Step 1: Understanding the Concept:
The differential equation is in the form \( M(x,y)dx + N(x,y)dy = 0 \). Verify if it's exact by checking \( \frac{\partial M}{\partial y} = \frac{\partial N}{\partial x} \). If exact, the solution is \( F(x,y) = C \), where \( \frac{\partial F}{\partial x} = M \) and \( \frac{\partial F}{\partial y} = N \).
Step 2: Check for Exactness:
Let \( M(x,y) = x^2 - 4xy - 2y^2 \) and \( N(x,y) = y^2 - 4xy - 2x^2 \).
Compute partial derivatives:
\[ \frac{\partial M}{\partial y} = \frac{\partial}{\partial y}(x^2 - 4xy - 2y^2) = -4x - 4y \]
\[ \frac{\partial N}{\partial x} = \frac{\partial}{\partial x}(y^2 - 4xy - 2x^2) = -4y - 4x \]
Since \( \frac{\partial M}{\partial y} = \frac{\partial N}{\partial x} \), the equation is exact.
Step 3: Find the Solution:
The solution \( F(x,y) = K \) (where K is a constant) is found by integrating \( M \) with respect to \( x \) and adding a function of \( y \), \( g(y) \).
\[ F(x,y) = \int M(x,y) dx = \int (x^2 - 4xy - 2y^2) dx = \frac{x^3}{3} - 4\frac{x^2}{2}y - 2xy^2 + g(y) \]
\[ F(x,y) = \frac{x^3}{3} - 2x^2y - 2xy^2 + g(y) \]
Find \( g(y) \) by differentiating \( F(x,y) \) with respect to \( y \) and setting it equal to \( N(x,y) \).
\[ \frac{\partial F}{\partial y} = 0 - 2x^2 - 4xy + g'(y) \]
Given \( N(x,y) = y^2 - 4xy - 2x^2 \).
\[ -2x^2 - 4xy + g'(y) = y^2 - 4xy - 2x^2 \]
\[ g'(y) = y^2 \]
Integrating with respect to \( y \) gives:
\[ g(y) = \int y^2 dy = \frac{y^3}{3} \]
The general solution is \( \frac{x^3}{3} - 2x^2y - 2xy^2 + \frac{y^3}{3} = K \).

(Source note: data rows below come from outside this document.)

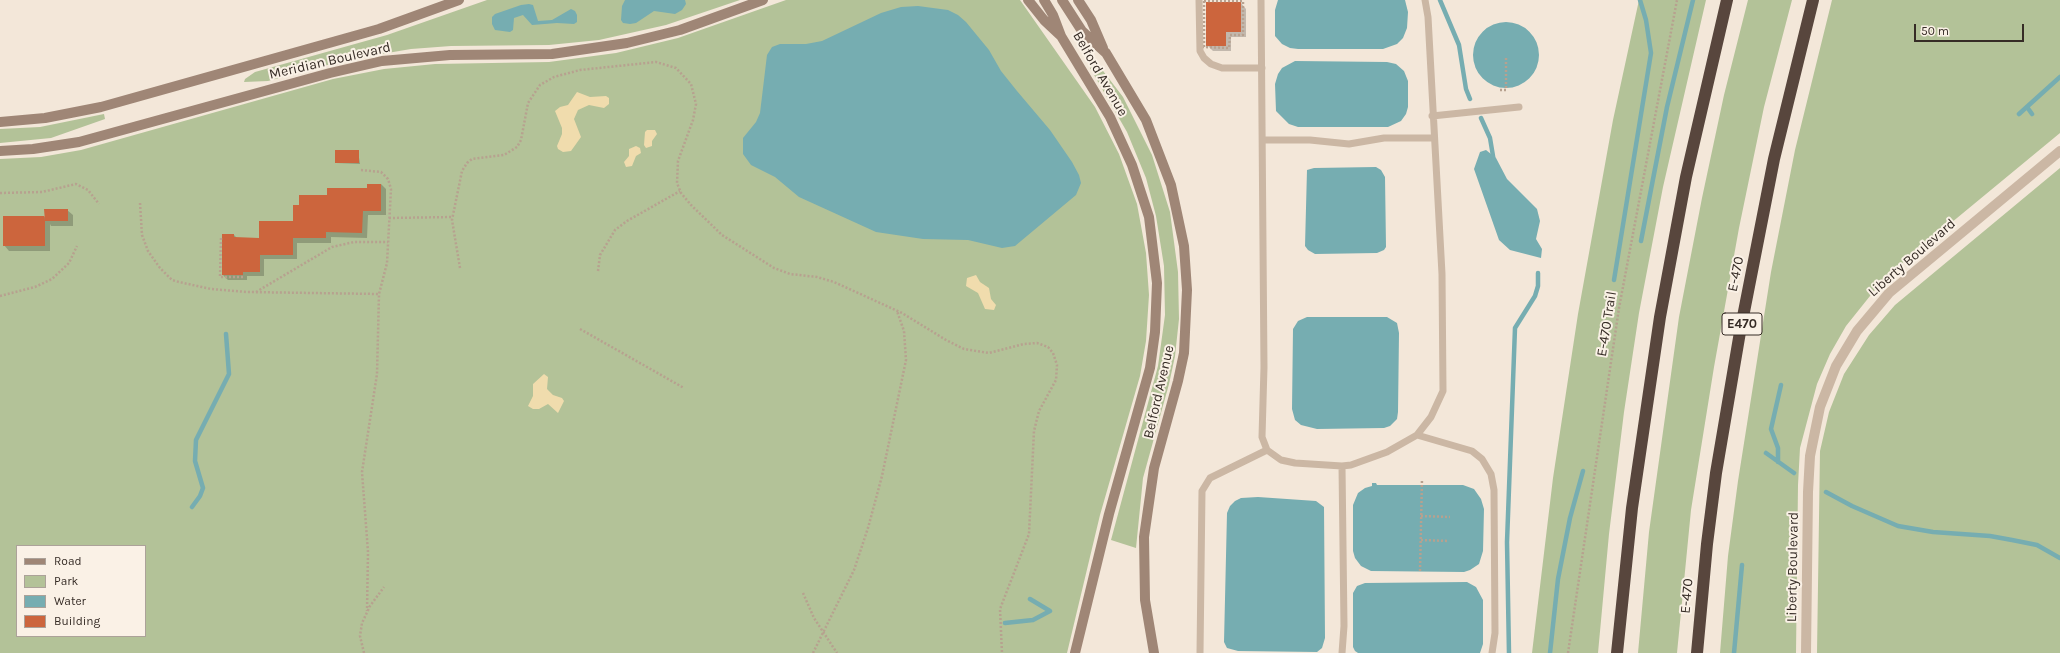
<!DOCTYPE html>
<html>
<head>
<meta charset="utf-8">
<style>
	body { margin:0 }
	#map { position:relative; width:2060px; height:653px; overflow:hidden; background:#f3e7d9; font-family:Karla,sans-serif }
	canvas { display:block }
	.legend { position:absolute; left:16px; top:545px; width:130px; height:92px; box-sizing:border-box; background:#faf1e6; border:1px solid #aca299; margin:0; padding:5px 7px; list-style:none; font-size:12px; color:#362c26 }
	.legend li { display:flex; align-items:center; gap:8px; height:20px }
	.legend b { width:20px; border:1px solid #aca299 }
	.scale { position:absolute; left:1914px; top:24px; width:110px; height:18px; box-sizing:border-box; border:2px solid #362c26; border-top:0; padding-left:5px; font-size:12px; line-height:14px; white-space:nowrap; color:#362c26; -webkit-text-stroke:3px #faf1e6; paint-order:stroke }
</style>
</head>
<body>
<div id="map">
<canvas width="2060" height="653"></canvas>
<ul class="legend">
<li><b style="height:5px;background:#9f8676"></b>Road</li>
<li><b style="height:11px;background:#b3c298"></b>Park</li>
<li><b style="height:11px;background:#76adb1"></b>Water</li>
<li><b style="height:11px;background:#cc653d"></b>Building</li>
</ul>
<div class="scale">50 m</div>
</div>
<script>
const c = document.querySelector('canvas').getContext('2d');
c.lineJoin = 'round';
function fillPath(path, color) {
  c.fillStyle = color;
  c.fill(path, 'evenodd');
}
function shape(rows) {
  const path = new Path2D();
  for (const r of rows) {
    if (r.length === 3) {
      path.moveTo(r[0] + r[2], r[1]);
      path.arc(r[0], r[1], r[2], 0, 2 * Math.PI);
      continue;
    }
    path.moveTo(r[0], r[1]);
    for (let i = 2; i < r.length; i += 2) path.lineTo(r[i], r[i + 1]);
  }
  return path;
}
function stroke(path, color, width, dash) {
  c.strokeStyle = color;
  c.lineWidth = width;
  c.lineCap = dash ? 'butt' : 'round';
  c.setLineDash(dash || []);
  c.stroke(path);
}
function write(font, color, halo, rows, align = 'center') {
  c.font = font + ' Karla,sans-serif';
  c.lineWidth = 4;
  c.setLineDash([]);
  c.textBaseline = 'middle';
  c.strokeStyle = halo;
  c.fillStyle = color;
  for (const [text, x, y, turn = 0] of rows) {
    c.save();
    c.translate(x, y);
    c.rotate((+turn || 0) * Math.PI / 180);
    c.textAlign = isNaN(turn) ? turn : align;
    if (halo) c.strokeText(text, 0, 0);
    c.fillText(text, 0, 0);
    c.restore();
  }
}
fillPath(shape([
	[487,0,740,0,666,25,599,40,549,45,451,46,411,49,346,60,268,81,244,82,245,79,255,72,387,35],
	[786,0,1020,0,1095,107,1119,154,1137,204,1146,253,1149,295,1146,341,1140,376,1100,515,1067,653,0,653,0,159,41,157,81,150,333,79,384,69,435,64,549,62,616,53,678,38],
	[17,546,145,546,145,636,17,636],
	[1639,0,1706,0,1663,187,1639,313,1624,412,1609,534,1598,653,1532,653,1553,478,1578,314,1613,120],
	[1748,0,1792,0,1764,107,1739,228,1714,367,1691,510,1677,653,1638,653,1649,532,1679,317,1702,198,1724,95],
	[1832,0,2060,0,2060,133,1894,270,1874,291,1846,326,1830,354,1817,384,1800,448,1798,485,1796,653,1720,653,1728,556,1738,481,1771,272,1795,150],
	[1097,63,1123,97,1152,155,1170,212,1178,272,1179,319,1175,356,1169,384,1143,478,1136,548,1111,540,1158,366,1165,315,1164,266,1156,216,1146,178,1127,132,1090,68],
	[104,114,105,119,51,138,0,143,0,129,40,127],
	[2060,168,2060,653,1817,653,1820,451,1829,412,1844,374,1869,335,1895,305]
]), '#b3c298');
fillPath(shape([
	[577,92,590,97,606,96,609,98,609,104,604,108,589,105,578,110,574,119,581,137,571,151,563,152,558,149,557,146,562,134,562,128,555,111,560,107,568,105],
	[655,130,657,134,652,141,652,146,646,148,644,145,645,132,647,130],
	[636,146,640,148,641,153,636,156,632,166,626,167,624,162,629,156,629,149],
	[976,275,980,282,989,288,991,299,996,305,994,310,985,309,978,293,966,286,967,278],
	[544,374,548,377,547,389,553,395,562,398,564,401,558,413,548,404,539,409,533,409,528,406,533,396,533,384]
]), '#f0dcad');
fillPath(shape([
	[625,0,685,0,686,4,682,10,675,14,654,11,636,23,630,24,623,23,621,20,622,6],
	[1278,0,1405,0,1408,12,1407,28,1403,38,1397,44,1383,49,1298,49,1290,48,1282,44,1275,36,1275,10],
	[529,4,533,5,538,21,552,20,571,9,575,11,577,15,577,22,574,24,557,23,532,25,523,15,514,18,513,30,510,32,495,30,492,24,492,17,495,14,521,5],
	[918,6,948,10,958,15,966,22,989,50,1001,71,1017,91,1050,130,1072,162,1079,175,1081,183,1076,195,1015,246,1002,248,968,240,923,239,876,232,799,197,775,177,751,165,743,154,743,138,756,122,760,113,767,55,772,47,780,44,806,44,822,41,881,13,901,7],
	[1506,55,33],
	[1295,61,1387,62,1396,64,1404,71,1408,81,1408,107,1406,114,1401,121,1388,127,1298,127,1289,124,1276,111,1275,84,1278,74,1282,68],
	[1486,150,1496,158,1507,179,1537,209,1540,221,1536,239,1542,249,1541,258,1510,250,1499,240,1474,169,1480,152],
	[1376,167,1381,170,1385,177,1386,247,1384,250,1377,253,1315,254,1308,250,1305,246,1307,170,1314,168],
	[1307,317,1387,317,1397,323,1399,333,1398,412,1397,419,1390,426,1384,428,1317,429,1301,425,1295,420,1292,409,1293,329,1298,321],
	[1372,483,1376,483,1377,485,1463,485,1474,489,1481,499,1484,509,1483,551,1479,564,1470,570,1464,572,1371,571,1361,566,1355,558,1353,551,1353,505,1358,493,1365,488,1372,486],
	[1258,497,1316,501,1324,507,1325,638,1322,648,1317,652,1238,651,1227,648,1224,642,1227,513,1230,506,1235,501,1241,498],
	[1467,582,1476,587,1483,600,1483,644,1480,653,1358,653,1355,651,1353,647,1353,593,1357,586,1365,583]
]), '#76adb1');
fillPath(shape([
	[1241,3,1246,9,1246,37,1231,37,1231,51,1213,51,1207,45],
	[358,151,360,164,336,163],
	[381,184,386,189,386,215,368,215,367,238,331,237,331,243,297,243,297,259,264,259,264,276,247,276,247,280,228,280,223,275,234,235,237,238,260,239,294,222,300,206,328,196,368,189],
	[67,210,73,215,73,226,51,226,50,224,50,251,9,251,4,245,44,217]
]), '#0003');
stroke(shape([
	[1440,0,1459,45,1466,89,1470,99],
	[2027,107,2032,114],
	[2019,114,2060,77],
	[1481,118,1490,138,1494,162],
	[1641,241,1667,107,1693,0],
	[1614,280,1651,53,1646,20,1640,0],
	[1766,453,1794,473],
	[1778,462,1778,448,1771,429,1781,385],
	[1826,492,1852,506,1898,526,1933,532,1990,536,2012,540,2037,545,2060,558],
	[192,507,200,496,203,488,195,461,196,440,229,374,226,334],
	[1005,623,1033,620,1050,611,1030,599],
	[1509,653,1507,542,1515,328,1535,296,1538,286,1538,273],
	[1550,653,1558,579,1570,518,1583,471],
	[1734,653,1742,565]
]), '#76adb1', 4.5);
fillPath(shape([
	[1206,2,1241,2,1241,32,1226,32,1226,46,1206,46],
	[335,150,359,150,359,163,335,163],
	[367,184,381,184,381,211,363,211,362,233,326,232,326,238,293,238,293,255,260,255,260,272,243,272,243,275,222,275,222,234,234,234,234,237,259,238,259,221,293,221,293,205,299,205,299,195,327,195,327,188,367,188],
	[44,209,68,209,68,221,45,221],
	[3,216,45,216,45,246,3,246]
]), '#cc653d');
stroke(shape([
	[1204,1,1243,1,1243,35,1230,35,1229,48,1204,47,1204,1],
	[1500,90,1506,90,1506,57],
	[361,170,381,172,388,179,391,189,387,263,379,294,377,374,362,472,368,552,367,611],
	[0,193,42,192,76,184,88,190,99,204],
	[140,203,142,235,148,251,160,268,172,280,179,282,211,289,247,292,379,294],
	[389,218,453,217],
	[221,238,220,277,243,277],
	[460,268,452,220,462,171,467,163,472,159,504,155,517,147,521,140,528,103,540,85,554,77,580,70,656,62,676,68,691,84,696,104,693,120,678,161,677,183,681,193,691,205,722,235,774,268,790,274,817,277,834,282,902,313,946,340,964,349,989,353,1024,344,1037,343,1048,347,1053,353,1057,365,1056,380,1039,411,1034,431,1029,534,1000,609,1002,653],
	[598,271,600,255,615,230,627,221,680,191],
	[256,292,332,247,354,242,388,242],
	[0,296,35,287,52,279,69,263,77,246],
	[580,329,684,388],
	[1421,516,1450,517],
	[1421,540,1449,541],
	[1420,571,1422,479],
	[803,593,814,618,837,653],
	[364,653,360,636,362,623,370,606,384,587],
	[813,653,854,570,868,528,882,476,906,360,904,331,897,311],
	[1568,653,1619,308,1677,0]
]), '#b7a18f', 2.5, [2, 2]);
stroke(shape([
	[1199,0,1200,51,1204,58,1211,64,1222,68,1262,68],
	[1261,0,1264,367,1262,437,1267,450,1281,460,1295,463,1342,466,1351,465,1387,452,1417,435,1431,417,1443,391,1442,274,1428,17,1425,0],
	[1432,116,1519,107],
	[1263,140,1310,140,1349,144,1384,138,1433,138],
	[1417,435,1472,451,1482,459,1491,474,1494,490,1495,633,1492,653],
	[1342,466,1344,626,1342,653],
	[1200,653,1202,491,1210,478,1267,450]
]), '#cbb7a4', 7);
stroke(shape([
	[1806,653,1808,492,1810,456,1820,407,1836,366,1857,331,1889,293,2060,151]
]), '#cbb7a4', 10);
stroke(shape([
	[1028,0,1044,20,1060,35],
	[1044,0,1053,15,1061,36,1110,117,1132,165,1149,217,1157,283,1155,332,1150,368,1109,514,1075,653],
	[1062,0,1082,31,1106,53,1146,120,1171,185,1184,246,1187,290,1184,353,1178,381,1154,468,1144,537,1145,600,1154,653],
	[1078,0,1091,20,1103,48],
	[0,122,45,118,101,107,379,29,459,0],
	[0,151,33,149,79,142,330,73,382,61,450,55,552,54,627,43,680,30,763,0]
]), '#9f8676', 10);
stroke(shape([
	[1617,653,1632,508,1660,317,1686,177,1727,0],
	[1697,653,1707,544,1716,473,1740,332,1774,159,1813,0]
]), '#58463d', 12);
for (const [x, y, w] of [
	[1742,324,40]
]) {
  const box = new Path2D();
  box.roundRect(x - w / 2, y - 11, w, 22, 3);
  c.fillStyle = '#faf1e6';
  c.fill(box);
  stroke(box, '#362c26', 1);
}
write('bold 13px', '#362c26', null, [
	["E470",1742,324]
]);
write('14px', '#362c26', '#faf1e6', [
	["Meridian Boulevard",330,61,-13],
	["Belford Avenue",1100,74,60],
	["Liberty Boulevard",1912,258,-41],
	["E-470",1736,274,-79],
	["E-470 Trail",1607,324,-81],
	["Belford Avenue",1159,392,-77],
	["Liberty Boulevard",1793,567,-89],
	["E-470",1687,596,-85]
]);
</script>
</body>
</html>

Multiply the equation by 3:
\[ x^3 - 6x^2y - 6xy^2 + y^3 = 3K \]
Let \( C = -3K \). The solution is \( x^3 - 6x^2y - 6xy^2 + y^3 + C = 0 \). This matches option (B).
Step 4: Final Answer:
The solution is \( x^3 - 6x^2y - 6xy^2 + y^3 + C = 0 \).